-- Opening Marker --
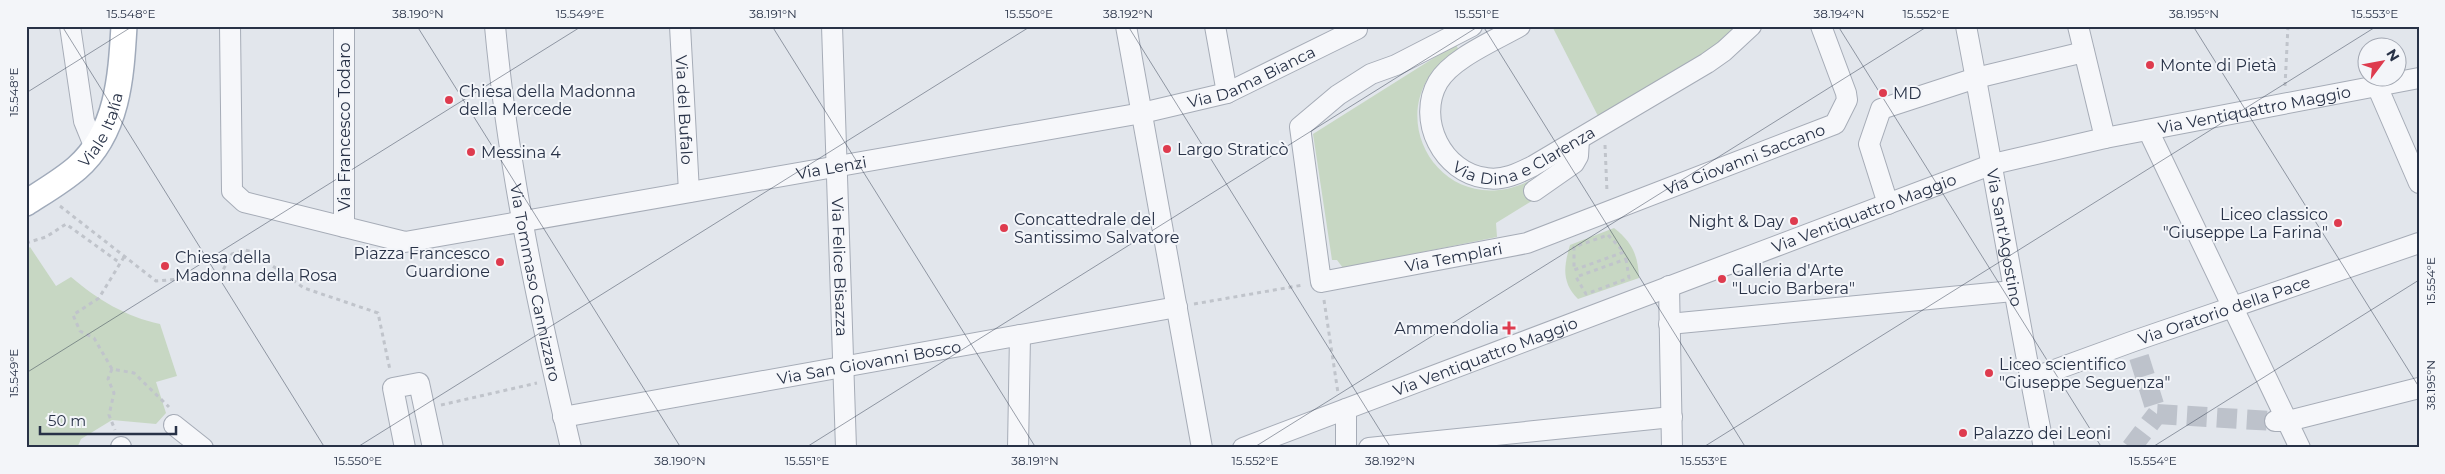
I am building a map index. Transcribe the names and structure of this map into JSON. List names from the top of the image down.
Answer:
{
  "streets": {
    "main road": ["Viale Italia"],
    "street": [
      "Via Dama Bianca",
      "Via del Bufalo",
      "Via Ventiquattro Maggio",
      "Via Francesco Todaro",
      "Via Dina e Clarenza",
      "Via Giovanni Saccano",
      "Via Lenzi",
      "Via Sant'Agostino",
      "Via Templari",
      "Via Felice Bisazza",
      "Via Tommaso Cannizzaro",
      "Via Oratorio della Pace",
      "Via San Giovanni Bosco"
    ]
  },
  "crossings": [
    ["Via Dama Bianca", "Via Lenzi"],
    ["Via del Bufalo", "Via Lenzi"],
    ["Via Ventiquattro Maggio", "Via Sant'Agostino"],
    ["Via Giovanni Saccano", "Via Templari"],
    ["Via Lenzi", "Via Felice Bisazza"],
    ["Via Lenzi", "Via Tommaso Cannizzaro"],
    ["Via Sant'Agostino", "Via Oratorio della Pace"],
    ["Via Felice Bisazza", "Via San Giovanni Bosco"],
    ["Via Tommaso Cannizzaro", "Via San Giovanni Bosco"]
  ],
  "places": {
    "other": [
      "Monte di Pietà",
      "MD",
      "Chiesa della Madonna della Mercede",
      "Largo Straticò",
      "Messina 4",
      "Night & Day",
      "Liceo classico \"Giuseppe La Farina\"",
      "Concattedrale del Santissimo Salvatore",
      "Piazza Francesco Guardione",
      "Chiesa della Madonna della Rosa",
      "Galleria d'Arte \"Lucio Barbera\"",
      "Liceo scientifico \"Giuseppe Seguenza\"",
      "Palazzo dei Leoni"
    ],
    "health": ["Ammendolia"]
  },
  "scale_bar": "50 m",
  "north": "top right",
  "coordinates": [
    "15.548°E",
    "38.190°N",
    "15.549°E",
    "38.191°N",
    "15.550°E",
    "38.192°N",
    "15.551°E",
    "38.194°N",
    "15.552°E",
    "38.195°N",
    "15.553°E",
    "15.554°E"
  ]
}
-- Closing Marker --
→ **Work task**
Reprint the whole listing verbatim except for the pictures.

→ **Exercise output**
I am building a map index. Transcribe the names and structure of this map into JSON. List names from the top of the image down.
Answer:
{
  "streets": {
    "main road": ["Viale Italia"],
    "street": [
      "Via Dama Bianca",
      "Via del Bufalo",
      "Via Ventiquattro Maggio",
      "Via Francesco Todaro",
      "Via Dina e Clarenza",
      "Via Giovanni Saccano",
      "Via Lenzi",
      "Via Sant'Agostino",
      "Via Templari",
      "Via Felice Bisazza",
      "Via Tommaso Cannizzaro",
      "Via Oratorio della Pace",
      "Via San Giovanni Bosco"
    ]
  },
  "crossings": [
    ["Via Dama Bianca", "Via Lenzi"],
    ["Via del Bufalo", "Via Lenzi"],
    ["Via Ventiquattro Maggio", "Via Sant'Agostino"],
    ["Via Giovanni Saccano", "Via Templari"],
    ["Via Lenzi", "Via Felice Bisazza"],
    ["Via Lenzi", "Via Tommaso Cannizzaro"],
    ["Via Sant'Agostino", "Via Oratorio della Pace"],
    ["Via Felice Bisazza", "Via San Giovanni Bosco"],
    ["Via Tommaso Cannizzaro", "Via San Giovanni Bosco"]
  ],
  "places": {
    "other": [
      "Monte di Pietà",
      "MD",
      "Chiesa della Madonna della Mercede",
      "Largo Straticò",
      "Messina 4",
      "Night & Day",
      "Liceo classico \"Giuseppe La Farina\"",
      "Concattedrale del Santissimo Salvatore",
      "Piazza Francesco Guardione",
      "Chiesa della Madonna della Rosa",
      "Galleria d'Arte \"Lucio Barbera\"",
      "Liceo scientifico \"Giuseppe Seguenza\"",
      "Palazzo dei Leoni"
    ],
    "health": ["Ammendolia"]
  },
  "scale_bar": "50 m",
  "north": "top right",
  "coordinates": [
    "15.548°E",
    "38.190°N",
    "15.549°E",
    "38.191°N",
    "15.550°E",
    "38.192°N",
    "15.551°E",
    "38.194°N",
    "15.552°E",
    "38.195°N",
    "15.553°E",
    "15.554°E"
  ]
}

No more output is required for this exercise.